▶ _WHAT NEEDS TO BE DONE_: Would you transcribe the whole listing exactly, minus its pictures?

▶ _GIVEN MATERIAL_:
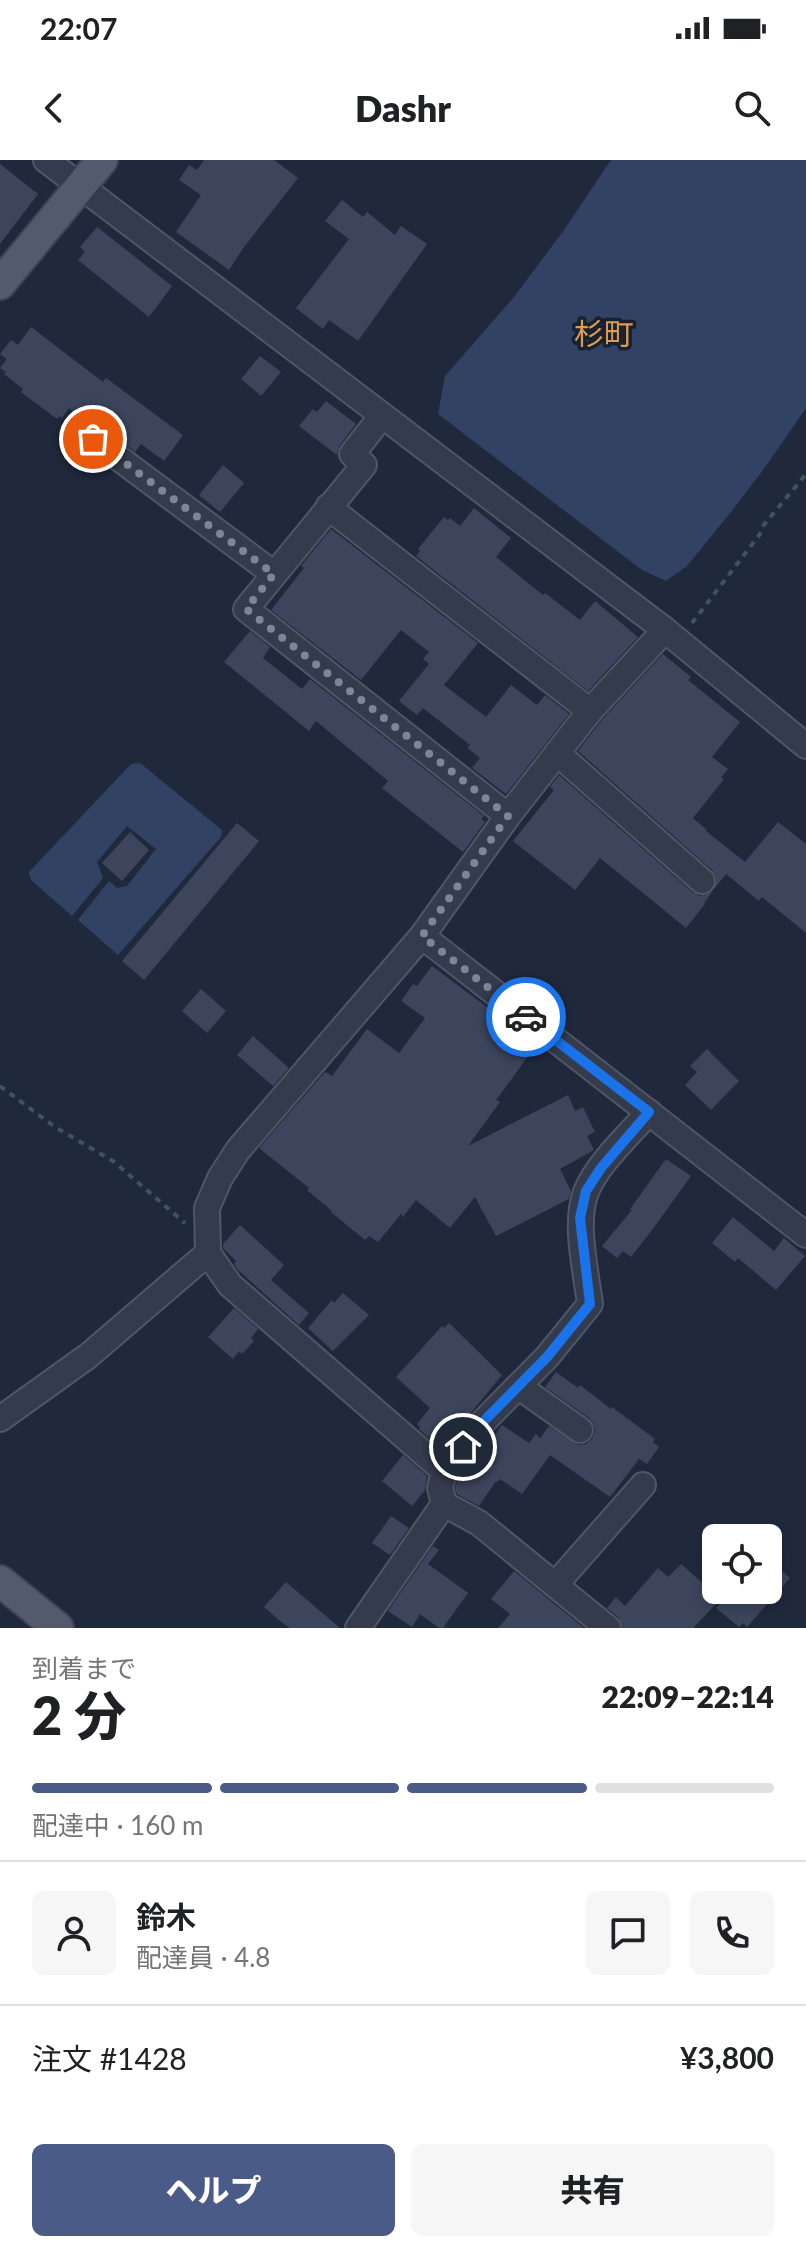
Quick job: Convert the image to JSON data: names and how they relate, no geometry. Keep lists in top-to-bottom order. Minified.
{"districts":["杉町"],"page":{"status":"22:07","header":"Dashr","heading":["2 分","到着まで","22:09–22:14"],"panel":["鈴木","配達員 · 4.8","注文 #1428","¥3,800"],"bar":"配達中 · 160 m","buttons":["ヘルプ","共有"]}}
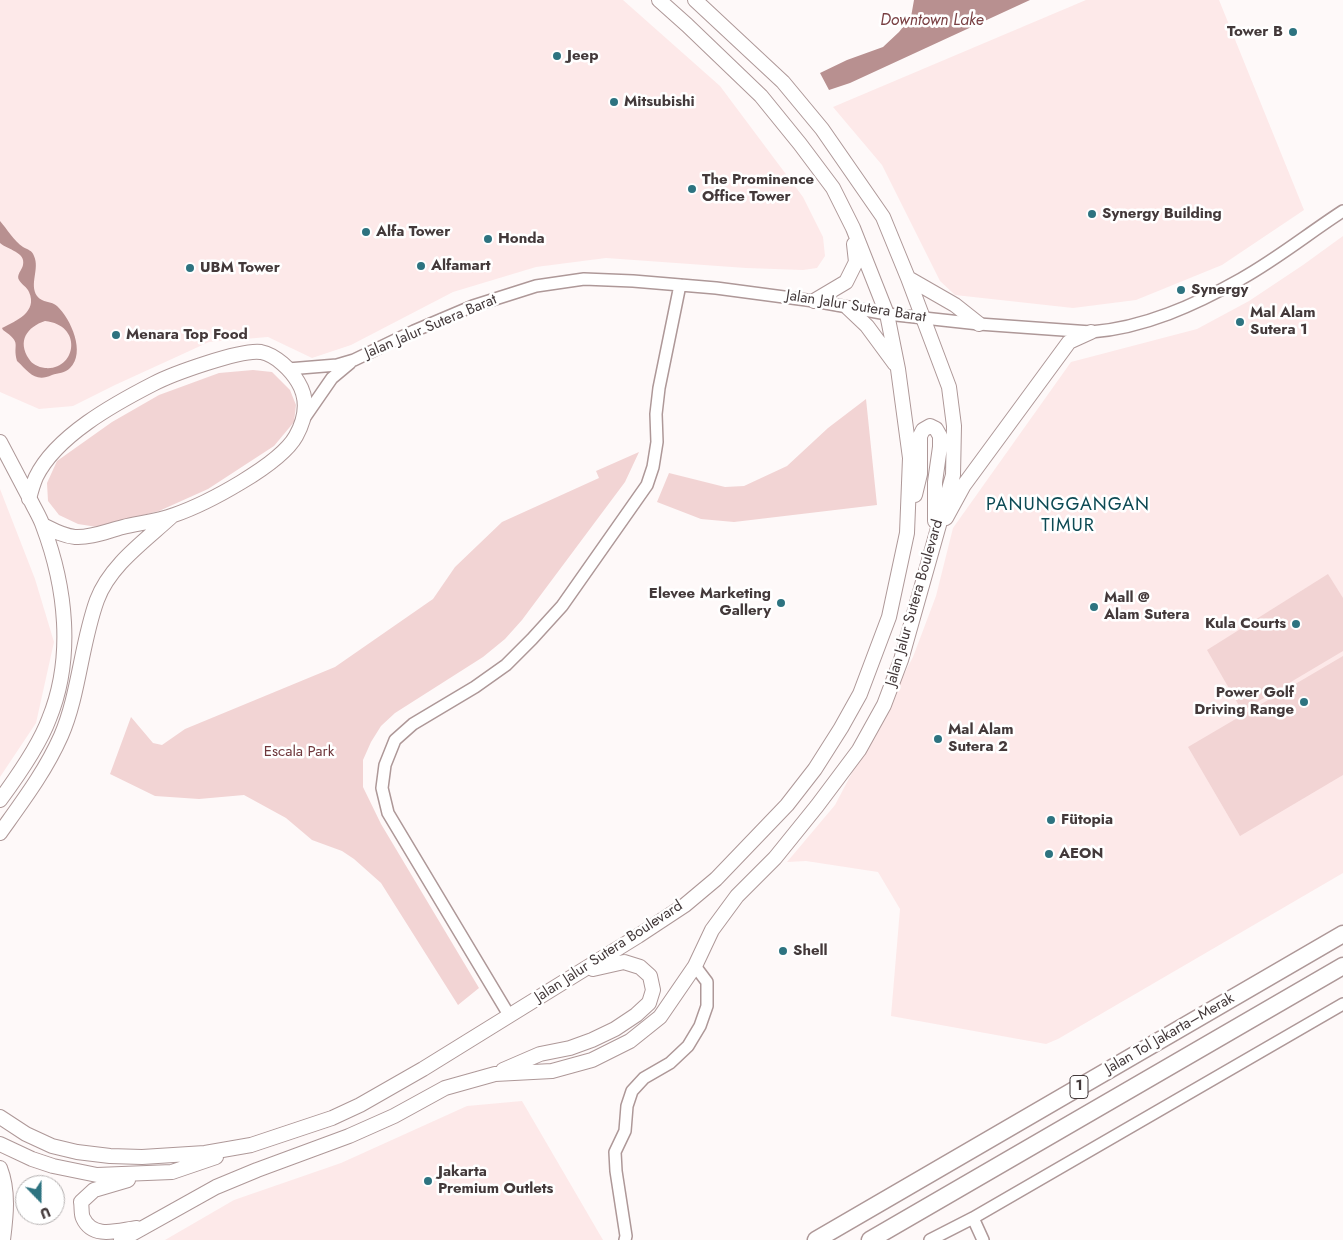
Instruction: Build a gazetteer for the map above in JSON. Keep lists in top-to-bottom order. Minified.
{"streets":{"highway":["Jalan Tol Jakarta–Merak","1"],"main road":["Jalan Jalur Sutera Barat","Jalan Jalur Sutera Boulevard"]},"crossings":[["Jalan Jalur Sutera Barat","Jalan Jalur Sutera Boulevard"]],"districts":["PANUNGGANGAN TIMUR"],"water":["Downtown Lake"],"parks":["Escala Park"],"places":["Tower B","Jeep","Mitsubishi","The Prominence Office Tower","Synergy Building","Alfa Tower","Honda","Alfamart","UBM Tower","Synergy","Mal Alam Sutera 1","Menara Top Food","Elevee Marketing Gallery","Mall @ Alam Sutera","Kula Courts","Power Golf Driving Range","Mal Alam Sutera 2","Fütopia","AEON","Shell","Jakarta Premium Outlets"],"north":"bottom"}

▶ _SOLUTION TO THIS EXERCISE_:
Quick job: Convert the image to JSON data: names and how they relate, no geometry. Keep lists in top-to-bottom order. Minified.
{"districts":["杉町"],"page":{"status":"22:07","header":"Dashr","heading":["2 分","到着まで","22:09–22:14"],"panel":["鈴木","配達員 · 4.8","注文 #1428","¥3,800"],"bar":"配達中 · 160 m","buttons":["ヘルプ","共有"]}}
Instruction: Build a gazetteer for the map above in JSON. Keep lists in top-to-bottom order. Minified.
{"streets":{"highway":["Jalan Tol Jakarta–Merak","1"],"main road":["Jalan Jalur Sutera Barat","Jalan Jalur Sutera Boulevard"]},"crossings":[["Jalan Jalur Sutera Barat","Jalan Jalur Sutera Boulevard"]],"districts":["PANUNGGANGAN TIMUR"],"water":["Downtown Lake"],"parks":["Escala Park"],"places":["Tower B","Jeep","Mitsubishi","The Prominence Office Tower","Synergy Building","Alfa Tower","Honda","Alfamart","UBM Tower","Synergy","Mal Alam Sutera 1","Menara Top Food","Elevee Marketing Gallery","Mall @ Alam Sutera","Kula Courts","Power Golf Driving Range","Mal Alam Sutera 2","Fütopia","AEON","Shell","Jakarta Premium Outlets"],"north":"bottom"}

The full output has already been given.